Once we start to learn from our mistakes we can embrace failure more positively and become braver in our photographic development as a result. Hopefully we will be encouraged to test our own personal boundaries and move out of our photographic comfort zone to try something different (e.g. subject matter, approach). Setting personal projects and goals gives a focus & purpose to our photography. We need to be brave and deliberately set out to break some of those ‘rules’ we’ve struggled to master!
It’s helpful to get the feedback of others as we begin to experiment and develop. Informally, showing work to friends and colleagues (photographers and non-photographers) and encouraging them to be honest in their assessment of our work will help the development process. More formally joining a local photographic group, club or association, submitting work to magazines for critique or seeking the opinion of a professional photographer in a workshop setting will all help as well.
Most importantly in this process we shouldn’t take feedback as being personal. It’s difficult I know, because we all invest so much of ourselves in our photography. But if someone doesn’t like what I’m producing, I try to listen with an open mind to their comments and attempt to understand why they feel the way they do. I hope that I might just learn something that could revolutionalise my photography.
However I feel I should add an important health warning – we shouldn’t be tempted to take photographs for other people just to win praise. When faced with negative feedback it’s all too tempting to become Chameleon like – to start producing images that are aimed to fit in with someone else’s pre-conception of what makes a good photograph. Do this and, just like the lizard, our photography will disappear into the background.
However I’m not advocating the blind pursuit of poor photography in the name of being different! By looking at the work of other photographers (by visiting websites, buying or borrowing photographic books by those whose work we admire, visiting exhibitions on a regular basis) we soon learn to distinguish a good image from a bad one. All this helps to develop our own quality standards. We also learn what turns us on visually e.g. colour or black & white, minimalist photographs or those full of detail, wide angle images with strong foregrounds or telephoto shots concentrating on the graphic use of line and shape.
My prime interest is landscape photography but I try to draw inspiration from photographers working in other areas. I frequently apply lessons learnt (e.g. about lighting and composition) from portrait photographers when I’m taking close up shots of flowers.

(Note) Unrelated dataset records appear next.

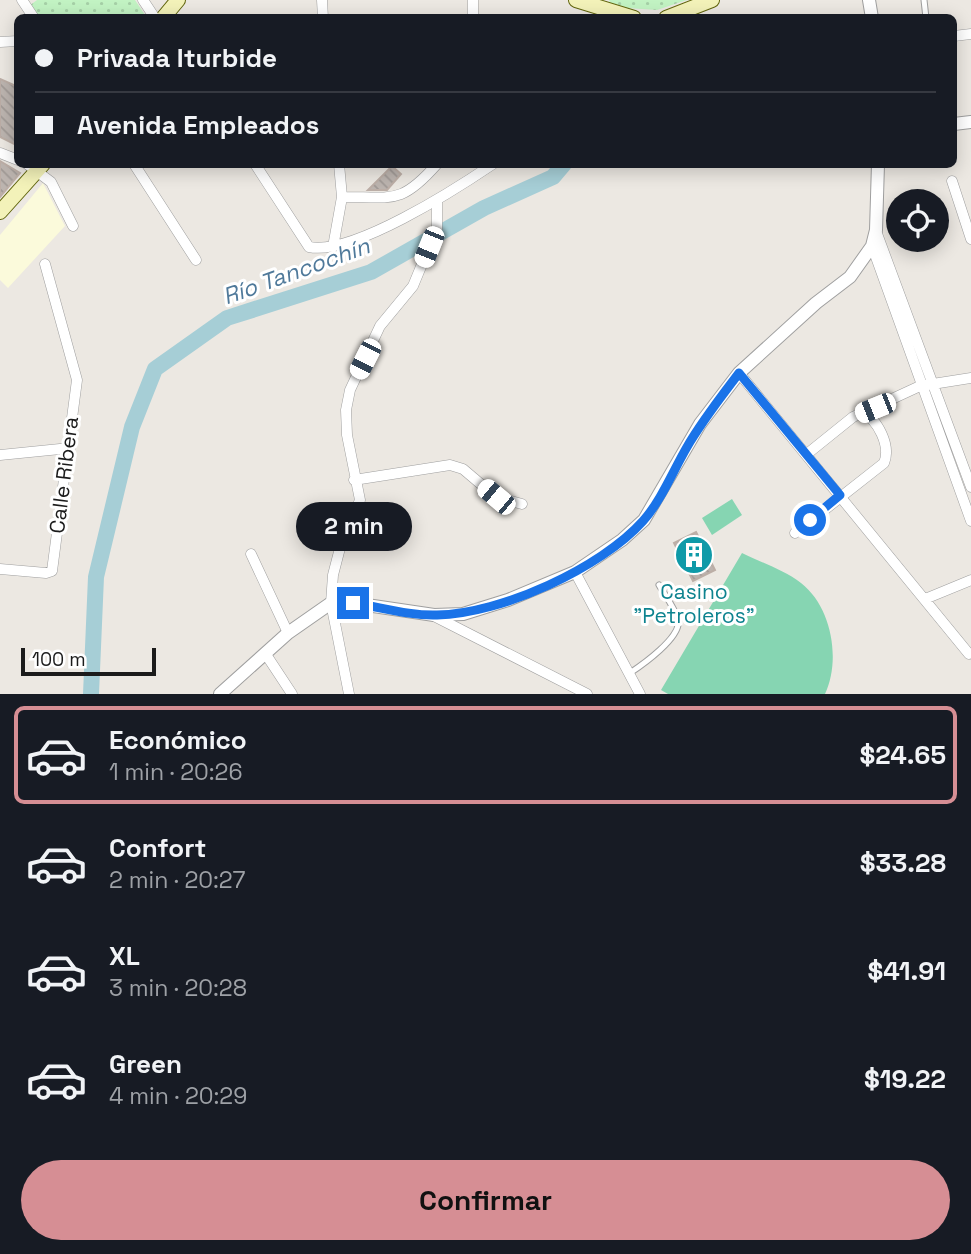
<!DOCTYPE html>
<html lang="es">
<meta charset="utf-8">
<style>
:root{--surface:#171b24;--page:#20242c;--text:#f1f3f6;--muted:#9ea1a6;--line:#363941;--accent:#d68e94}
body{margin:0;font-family:"Space Grotesk",sans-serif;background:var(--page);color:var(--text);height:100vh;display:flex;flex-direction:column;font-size:26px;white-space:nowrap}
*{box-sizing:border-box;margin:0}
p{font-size:23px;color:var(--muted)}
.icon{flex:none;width:38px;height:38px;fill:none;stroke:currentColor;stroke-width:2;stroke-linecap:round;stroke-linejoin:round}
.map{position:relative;height:694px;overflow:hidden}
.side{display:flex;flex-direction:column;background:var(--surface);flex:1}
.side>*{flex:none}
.banner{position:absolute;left:14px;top:14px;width:943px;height:154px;border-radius:10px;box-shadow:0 4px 18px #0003;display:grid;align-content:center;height:154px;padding:0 21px;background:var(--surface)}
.controls{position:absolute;left:886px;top:189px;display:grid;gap:14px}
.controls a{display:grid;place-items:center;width:63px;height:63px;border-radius:50%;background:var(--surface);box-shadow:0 4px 18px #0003;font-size:35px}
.scale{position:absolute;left:21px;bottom:18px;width:135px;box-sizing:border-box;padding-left:7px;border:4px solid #1b1b1b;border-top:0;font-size:19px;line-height:24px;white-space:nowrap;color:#1b1b1b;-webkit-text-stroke:5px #fff;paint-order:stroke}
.end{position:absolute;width:32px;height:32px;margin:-16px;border:9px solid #1a73e8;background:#fff;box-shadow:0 0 0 4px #fff}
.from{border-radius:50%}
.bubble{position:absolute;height:49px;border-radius:24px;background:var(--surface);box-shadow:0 4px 18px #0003;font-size:23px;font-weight:700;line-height:49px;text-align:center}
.car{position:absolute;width:21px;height:42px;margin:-21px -10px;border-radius:9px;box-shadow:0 0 5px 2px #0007;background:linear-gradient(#fff 24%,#345 0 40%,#fff 0 76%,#345 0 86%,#fff 0)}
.banner b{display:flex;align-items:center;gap:24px;height:66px;font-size:26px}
.banner b+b{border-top:2px solid var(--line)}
.banner i{width:18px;height:18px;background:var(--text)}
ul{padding:12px 0 0;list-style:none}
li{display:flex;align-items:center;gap:21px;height:98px;margin:0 14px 10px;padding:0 7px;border:4px solid transparent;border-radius:10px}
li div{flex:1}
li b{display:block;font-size:26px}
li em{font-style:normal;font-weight:700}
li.active{border-color:var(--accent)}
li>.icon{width:63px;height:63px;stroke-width:1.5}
.button{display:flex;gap:14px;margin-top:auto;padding:14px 21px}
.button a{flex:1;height:80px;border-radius:42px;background:var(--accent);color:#111;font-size:28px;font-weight:700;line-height:80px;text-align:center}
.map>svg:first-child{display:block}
.education{fill:#fbfadb}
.park{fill:url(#park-dots)}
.pitch{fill:#86d5b2}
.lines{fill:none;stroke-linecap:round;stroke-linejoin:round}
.river{stroke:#a6ced6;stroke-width:16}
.building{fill:url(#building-back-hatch);stroke:#bcaea6;stroke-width:2}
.service-casing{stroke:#9f9f9f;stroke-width:7}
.minor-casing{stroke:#9f9f9f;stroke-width:11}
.tertiary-casing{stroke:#9f9f9f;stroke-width:14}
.secondary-casing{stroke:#62660e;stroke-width:16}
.service{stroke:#fff;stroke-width:5}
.minor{stroke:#fff;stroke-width:10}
.tertiary{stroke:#fff;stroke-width:12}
.secondary{stroke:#f3f2b9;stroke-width:14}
.route{stroke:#1a73e8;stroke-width:9}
.labels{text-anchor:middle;stroke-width:6;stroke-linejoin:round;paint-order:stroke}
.street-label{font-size:21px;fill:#1b1b1b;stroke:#fff}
.culture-label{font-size:21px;fill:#0d838f;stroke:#fff}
.water-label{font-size:23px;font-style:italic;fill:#4f799a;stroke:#fff}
</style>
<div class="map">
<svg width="971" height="694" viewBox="0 0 971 694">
<defs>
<pattern id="park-dots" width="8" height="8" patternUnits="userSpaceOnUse" patternTransform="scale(1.75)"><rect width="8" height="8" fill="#c2f3c3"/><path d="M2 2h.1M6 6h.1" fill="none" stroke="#a6d0a7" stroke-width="1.8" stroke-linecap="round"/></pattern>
<pattern id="building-back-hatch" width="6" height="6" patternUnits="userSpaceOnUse" patternTransform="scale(1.75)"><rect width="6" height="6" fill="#bcb4af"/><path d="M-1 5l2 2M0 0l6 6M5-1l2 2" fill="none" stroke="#a19a96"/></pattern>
</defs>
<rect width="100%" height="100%" fill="#ece8e2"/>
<path class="education" d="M43,183l22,43 -57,62 -8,-8v-45z"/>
<path class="park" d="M37,0h98l10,15 -108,2 -8,-11z
M609,0h78l-30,10 -46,-3z"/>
<path class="pitch" d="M732,499l10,16 -30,20 -10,-17z
M742,553c18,9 42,17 59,30 31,24 40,77 24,111h-157l-7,-4z"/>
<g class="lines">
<path class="river" d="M91,694l5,-117 36,-150 23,-58 72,-51 144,-46 113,-64 69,-31 11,-13"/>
</g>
<path class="building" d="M0,79l18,8v59l-18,-9z
M0,161l20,12 -20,24z
M392,166l9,8 -14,16h-19z
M696,532l19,38 -22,11 -19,-38z"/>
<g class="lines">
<defs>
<path id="service" d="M924,0l2,18
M630,673c12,-8 52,-36 48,-53 -3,-12 -13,-25 -19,-35"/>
<path id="minor" d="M22,0l12,18
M143,0l12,18
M322,0l1,18
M473,0v18
M954,36l17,-2
M0,42l18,-1
M0,153l18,7
M27,164l24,18 22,44
M134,164l62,96
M255,164l54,83c43,9 147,-58 184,-83
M952,181l19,58
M342,197c51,0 59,8 95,-33
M876,231l95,256
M872,246l99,275
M333,247l9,-50 -3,-33
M739,373l230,281
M807,454l46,-37 67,-31 51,-8
M0,455l70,-7
M354,480l96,-15 13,4 33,28 26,7
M795,533l89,-70c7,-17 -6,-44 -22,-50
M251,554l37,79
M0,569l46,4 6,-2 25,-191 -32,-116
M575,572l65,122
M925,599l46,-19
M434,616l153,78
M265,653l27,41
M349,694l-18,-91 2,-28 7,-27 20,-48 -13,-65 -1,-25 4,-20 30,-64 33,-40 24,-58v-27"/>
<path id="tertiary" d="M869,0l3,18
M954,124l17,-2
M220,694l68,-61 43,-30h22l81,12 29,-1 45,-14 67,-28 47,-32 22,-20 56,-96 39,-51 77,-70 34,-26 22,-31 4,-16 2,-66"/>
<path id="secondary" d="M576,0l58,18
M163,18l15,-18
M666,18l46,-18
M0,212l43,-48"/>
</defs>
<use href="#service" class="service-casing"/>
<use href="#minor" class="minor-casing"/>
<use href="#tertiary" class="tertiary-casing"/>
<use href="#secondary" class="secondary-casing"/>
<use href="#service" class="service"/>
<use href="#minor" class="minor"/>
<use href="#tertiary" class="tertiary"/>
<use href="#secondary" class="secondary"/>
</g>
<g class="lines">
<path class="route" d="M353,603c27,4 57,13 84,12 64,-1 164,-47 206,-94 18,-20 30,-50 44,-74 15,-26 34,-50 52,-74l101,122 -30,25"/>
</g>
<defs>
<symbol id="building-disc" viewBox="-11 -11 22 22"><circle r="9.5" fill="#0f9aa8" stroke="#fff"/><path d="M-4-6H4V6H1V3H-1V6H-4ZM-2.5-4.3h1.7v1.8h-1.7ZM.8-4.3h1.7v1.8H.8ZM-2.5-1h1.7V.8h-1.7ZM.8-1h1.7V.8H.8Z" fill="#fff"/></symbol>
</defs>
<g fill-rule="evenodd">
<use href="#building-disc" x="672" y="533" width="44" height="44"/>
</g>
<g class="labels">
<g class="street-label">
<text transform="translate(64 475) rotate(-83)" y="7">Calle Ribera</text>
</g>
<g class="culture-label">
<text x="694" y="599">Casino<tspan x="694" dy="24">"Petroleros"</tspan></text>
</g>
<g class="water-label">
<text transform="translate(296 271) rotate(-20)" y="8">Río Tancochín</text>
</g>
</g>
</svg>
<div class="controls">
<a><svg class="icon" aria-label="locate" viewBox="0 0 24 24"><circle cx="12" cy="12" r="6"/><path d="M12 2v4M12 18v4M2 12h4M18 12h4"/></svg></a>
</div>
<div class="scale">100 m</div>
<i class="end from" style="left:810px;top:520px"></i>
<i class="end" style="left:353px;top:603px"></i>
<div class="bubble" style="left:296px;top:502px;width:116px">2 min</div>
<i class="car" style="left:429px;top:247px;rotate:202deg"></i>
<i class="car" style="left:365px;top:359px;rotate:207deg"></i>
<i class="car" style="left:875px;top:408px;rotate:248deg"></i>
<i class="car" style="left:496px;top:497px;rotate:310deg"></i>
<div class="banner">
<b><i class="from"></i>Privada Iturbide</b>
<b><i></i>Avenida Empleados</b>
</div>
</div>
<section class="side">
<ul>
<li class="active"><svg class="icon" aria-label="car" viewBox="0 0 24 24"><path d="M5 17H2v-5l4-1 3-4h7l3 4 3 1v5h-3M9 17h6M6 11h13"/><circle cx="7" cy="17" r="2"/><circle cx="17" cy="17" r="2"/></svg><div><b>Económico</b><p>1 min · 20:26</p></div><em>$24.65</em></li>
<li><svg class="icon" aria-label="car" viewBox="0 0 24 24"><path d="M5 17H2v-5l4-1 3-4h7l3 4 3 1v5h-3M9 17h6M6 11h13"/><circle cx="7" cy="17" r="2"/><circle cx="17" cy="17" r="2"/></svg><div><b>Confort</b><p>2 min · 20:27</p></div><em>$33.28</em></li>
<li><svg class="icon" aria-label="car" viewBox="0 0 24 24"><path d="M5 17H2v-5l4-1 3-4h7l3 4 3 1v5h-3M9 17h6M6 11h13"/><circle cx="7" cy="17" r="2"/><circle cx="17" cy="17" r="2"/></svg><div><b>XL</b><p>3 min · 20:28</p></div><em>$41.91</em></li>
<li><svg class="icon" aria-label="car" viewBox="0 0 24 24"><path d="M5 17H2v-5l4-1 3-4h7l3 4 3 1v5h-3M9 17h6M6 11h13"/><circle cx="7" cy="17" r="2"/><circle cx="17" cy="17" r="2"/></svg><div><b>Green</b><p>4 min · 20:29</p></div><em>$19.22</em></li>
</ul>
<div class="button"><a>Confirmar</a></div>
</section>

I have also developed an interest in the work of painters in an effort to become familiar with different styles and identify what appeals to me and why. I then consider how this can influence my approach to my own work.

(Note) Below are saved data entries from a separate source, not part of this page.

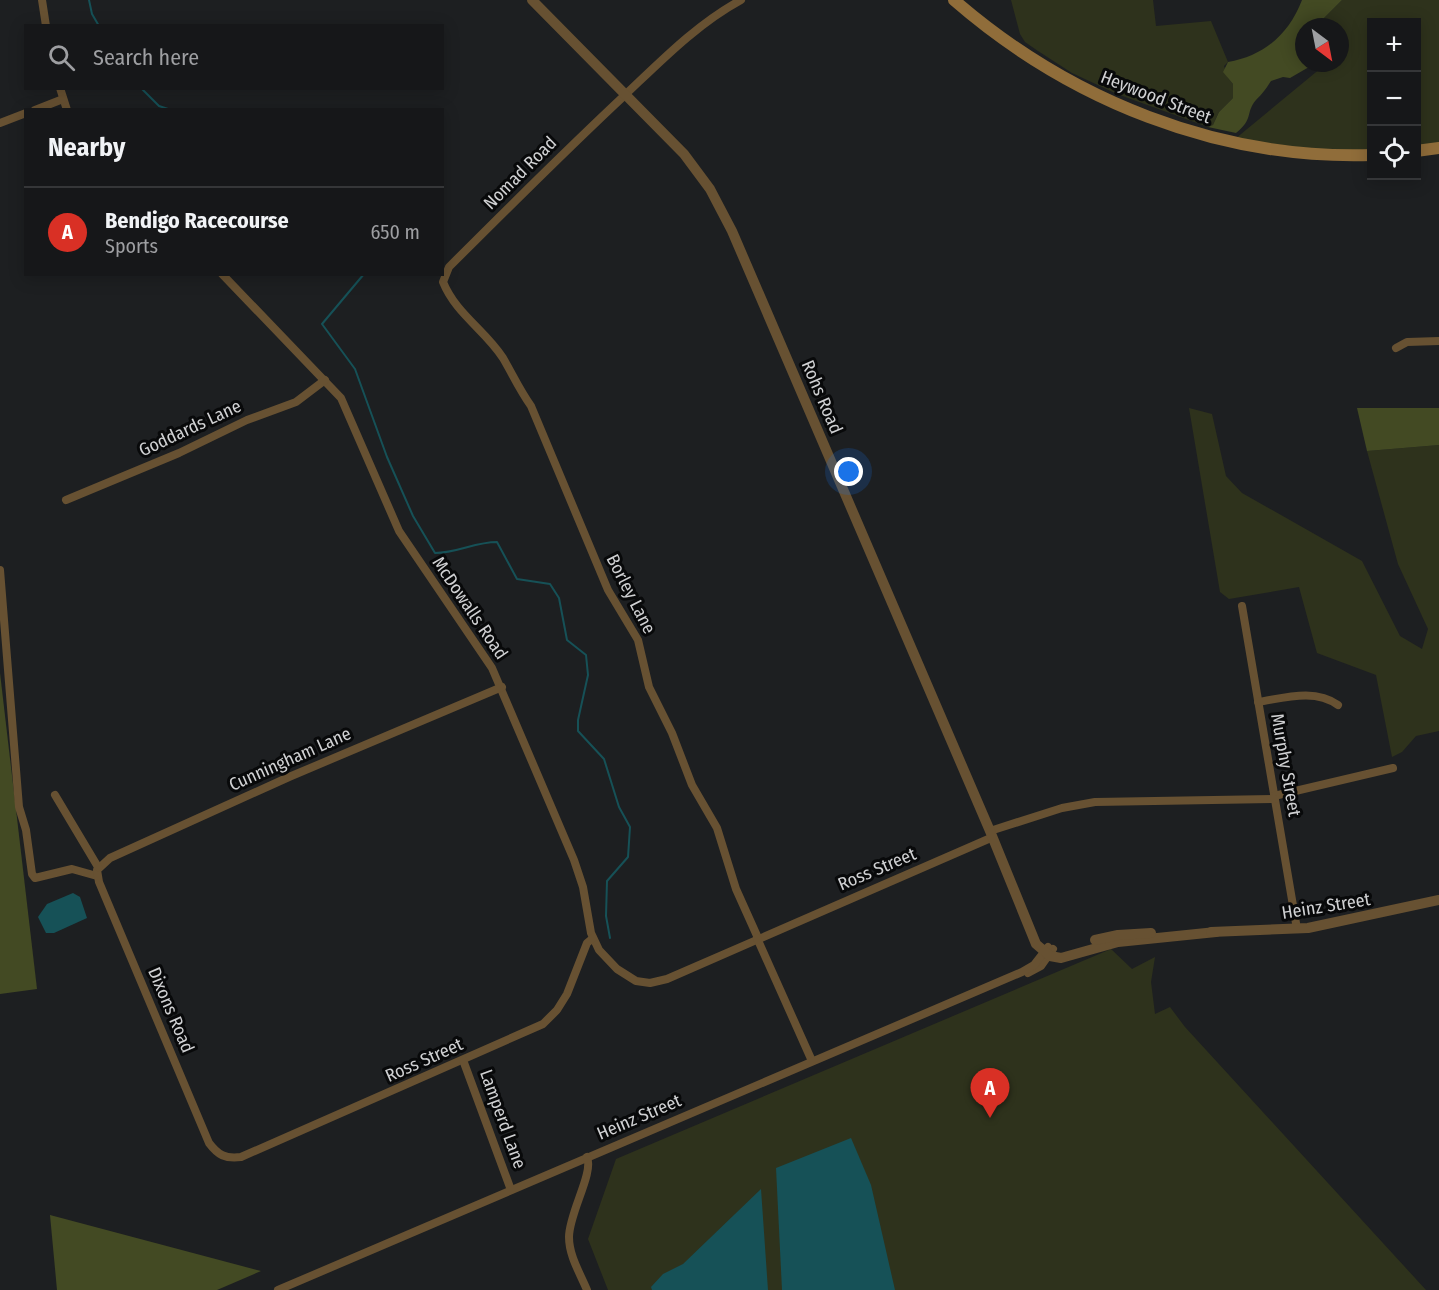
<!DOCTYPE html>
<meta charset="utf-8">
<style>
:root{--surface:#161719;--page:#1f2022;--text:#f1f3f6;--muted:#9e9fa2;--line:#353638;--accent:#d93025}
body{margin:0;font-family:"Fira Sans Condensed",sans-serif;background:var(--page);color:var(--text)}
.controls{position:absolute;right:18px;top:18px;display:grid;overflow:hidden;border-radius:0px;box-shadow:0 3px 15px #0003}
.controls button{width:54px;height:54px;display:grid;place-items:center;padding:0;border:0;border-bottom:2px solid var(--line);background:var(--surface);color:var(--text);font:30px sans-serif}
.compass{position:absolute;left:1295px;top:18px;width:54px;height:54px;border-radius:50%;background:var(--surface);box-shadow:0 3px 15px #0003;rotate:148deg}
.you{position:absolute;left:849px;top:472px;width:21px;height:21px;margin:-15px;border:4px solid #fff;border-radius:50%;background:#1a73e8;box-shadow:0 0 0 9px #1a73e833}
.badge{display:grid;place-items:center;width:39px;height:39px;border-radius:50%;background:var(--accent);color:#fff;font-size:20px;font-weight:700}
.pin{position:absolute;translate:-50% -50px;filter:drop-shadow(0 2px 3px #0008)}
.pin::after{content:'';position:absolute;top:32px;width:21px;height:18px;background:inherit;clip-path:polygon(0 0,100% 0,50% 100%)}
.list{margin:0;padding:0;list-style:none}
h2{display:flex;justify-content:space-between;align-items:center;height:78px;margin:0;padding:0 24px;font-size:26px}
h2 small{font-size:20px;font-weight:400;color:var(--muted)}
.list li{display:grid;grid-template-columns:39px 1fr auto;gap:18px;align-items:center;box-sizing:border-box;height:90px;padding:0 24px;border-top:2px solid var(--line)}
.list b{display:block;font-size:22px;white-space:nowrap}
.list p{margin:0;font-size:20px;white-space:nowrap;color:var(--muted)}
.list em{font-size:20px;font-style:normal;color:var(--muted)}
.icon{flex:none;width:33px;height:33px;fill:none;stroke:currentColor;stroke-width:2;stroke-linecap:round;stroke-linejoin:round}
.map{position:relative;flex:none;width:1439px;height:1290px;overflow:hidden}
.search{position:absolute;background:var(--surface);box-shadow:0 3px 15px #0003;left:24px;top:24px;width:420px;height:66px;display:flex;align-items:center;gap:15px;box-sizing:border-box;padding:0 21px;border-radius:0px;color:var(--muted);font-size:22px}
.panel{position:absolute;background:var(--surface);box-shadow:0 3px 15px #0003;left:24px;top:108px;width:420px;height:168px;border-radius:0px}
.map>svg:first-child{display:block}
</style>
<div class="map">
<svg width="1439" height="1290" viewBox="0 0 1439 1290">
<rect width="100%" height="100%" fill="#1d1f21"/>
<g fill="#2e321c">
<polygon points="1011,0 1153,0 1156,26 1211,21 1228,62 1224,66 1228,78 1233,84 1233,98 1219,112 1213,125 1208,127 1117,94 1072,73 1038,51 1025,42 1020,34"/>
<polygon points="1342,0 1439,0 1439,145 1417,147 1416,22 1372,22 1371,156 1235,139 1321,68 1309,67 1306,63 1340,63 1340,27 1315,27"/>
<polygon points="1189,408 1212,414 1226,476 1242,493 1362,561 1400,636 1422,649 1428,629 1398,564 1367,451 1439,445 1439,731 1416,736 1402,752 1392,757 1376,675 1317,653 1299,587 1229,599 1220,592"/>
<polygon points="1111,949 1132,969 1155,957 1151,982 1155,1014 1170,1007 1185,1027 1426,1290 608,1290 588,1239 616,1159"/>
</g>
<g fill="#434a23">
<path d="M1302 0H1342L1315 27H1304V63L1309 67 1290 78 1283 77 1271 81C1266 89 1262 94 1256 100 1245 113 1254 119 1236 133L1208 127 1213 125 1219 112 1233 98V84L1223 72 1228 62C1264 56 1289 34 1302 0Z"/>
<polygon points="1357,408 1439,408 1439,445 1367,451"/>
<polygon points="0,673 37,989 0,994"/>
<polygon points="50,1215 261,1271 217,1290 57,1290"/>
</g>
<g fill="#165157">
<polygon points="73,893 80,897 87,918 54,933 46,933 38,917 47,904"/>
<polygon points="851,1138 871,1185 895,1290 782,1290 776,1168"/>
<polygon points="761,1189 768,1290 652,1290 651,1287 663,1274 683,1264"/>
</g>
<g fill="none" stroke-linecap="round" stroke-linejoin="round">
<g stroke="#165157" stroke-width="2">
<polyline points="89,0 92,14 99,26"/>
<polyline points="141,88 159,106 171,110"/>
<path d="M364 274 322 324 355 369 387 457 413 516 435 553C457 553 475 542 497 542L517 579 550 584 559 598 567 640 586 655 588 675 578 720V731L604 759 619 807 630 827 628 857 607 881 606 916 610 938"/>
</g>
<g stroke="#675132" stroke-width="8">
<polyline points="42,0 46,26"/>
<path d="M741 0C697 24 662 60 625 95 565 151 507 209 449 267L443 282C456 314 485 330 503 358 513 375 519 389 531 406L608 590 638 640 649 687 672 733 692 785 717 828 736 889 758 938"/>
<polyline points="60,88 67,110"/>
<polyline points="35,110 63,99"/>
<polyline points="0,123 26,113"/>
<polyline points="222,274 341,398 399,531 492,668 574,860 583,887 591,933 599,950 617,969 636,981 650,983 667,979 993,837"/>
<polyline points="1396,348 1407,342 1439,341"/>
<polyline points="66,500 179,453 247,420 296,402 325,380"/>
<polyline points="0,570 19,807 26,830 32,874 35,878 72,869 97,876"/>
<polyline points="1242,606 1297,929"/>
<path d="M502 687 289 777 110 858 97 870 99 882 209 1143C218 1155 225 1159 241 1157L543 1024 557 1010 567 994 587 943 593 938"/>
<path d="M1258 702C1284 698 1315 688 1338 705"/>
<polyline points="55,795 98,867"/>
<polyline points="1274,796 1393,768"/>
<polyline points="990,831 1062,808 1095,802 1275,799"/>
<polyline points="757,938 812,1061"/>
<polyline points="1028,973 1041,966 1053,949"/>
<polyline points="463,1060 511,1190"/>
<polyline points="278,1290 1022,972 1034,965 1048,947"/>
<path d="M587 1290C580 1273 569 1256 569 1237 569 1213 594 1173 587 1157"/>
</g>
<g stroke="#675132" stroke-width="10">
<polyline points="532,0 684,154 710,189 732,231 990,831 1036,944 1050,956 1061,958 1118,942 1216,932"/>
<polyline points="1211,932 1308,928 1439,900"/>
<polyline points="1095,940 1118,935 1151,933"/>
</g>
<g stroke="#906d3a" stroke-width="12">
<path d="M954 0C1069 100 1218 160 1372 155"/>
<polyline points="1416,151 1439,148"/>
</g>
</g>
<g text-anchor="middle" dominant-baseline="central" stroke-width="6" stroke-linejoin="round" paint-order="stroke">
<g font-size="18" fill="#d0d1d3" stroke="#08090a">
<text transform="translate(1156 97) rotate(21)">Heywood Street</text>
<text transform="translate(520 173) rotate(-45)">Nomad Road</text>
<text transform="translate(822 397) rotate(67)">Rohs Road</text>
<text transform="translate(190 428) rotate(-25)">Goddards Lane</text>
<text transform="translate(631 594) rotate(63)">Borley Lane</text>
<text transform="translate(470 608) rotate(56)">McDowalls Road</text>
<text transform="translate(290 759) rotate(-24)">Cunningham Lane</text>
<text transform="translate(1286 765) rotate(80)">Murphy Street</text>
<text transform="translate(877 869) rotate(-23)">Ross Street</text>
<text transform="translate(1326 906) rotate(-9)">Heinz Street</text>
<text transform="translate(171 1010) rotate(67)">Dixons Road</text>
<text transform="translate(424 1060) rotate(-24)">Ross Street</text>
<text transform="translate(639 1117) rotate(-23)">Heinz Street</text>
<text transform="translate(503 1119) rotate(70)">Lamperd Lane</text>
</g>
</g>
</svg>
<div class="controls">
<button>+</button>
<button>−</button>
<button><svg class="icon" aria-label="locate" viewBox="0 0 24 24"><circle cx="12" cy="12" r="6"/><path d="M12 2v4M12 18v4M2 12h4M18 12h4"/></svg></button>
</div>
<svg class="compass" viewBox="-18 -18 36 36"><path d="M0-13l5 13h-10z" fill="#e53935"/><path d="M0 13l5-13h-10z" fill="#9e9fa2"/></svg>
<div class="you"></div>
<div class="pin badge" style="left:990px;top:1118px">A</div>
<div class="search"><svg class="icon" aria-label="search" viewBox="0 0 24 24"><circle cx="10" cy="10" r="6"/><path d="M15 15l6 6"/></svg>Search here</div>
<section class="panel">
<h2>Nearby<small></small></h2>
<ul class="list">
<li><span class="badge">A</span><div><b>Bendigo Racecourse</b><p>Sports</p></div><em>650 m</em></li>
</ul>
</section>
</div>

It’s important to remember that patience is a virtue – reaching ‘adulthood’ as a photographer is a process that cannot and should not be rushed. Enjoying the moment and taking time to develop our own vision and style. It’s something that creeps up on us unannounced and ironically we may be the last person to recognise it – it’s often easier for others to see when we have achieved it.
Finally it is an ongoing journey – one of constant learning and refinement. The day I feel my photographic style is no longer developing and being refined is the day I’ll sell all my cameras. For if we can’t constantly acknowledge the potential for future personal development as a photographic artist then what’s the point in carrying on?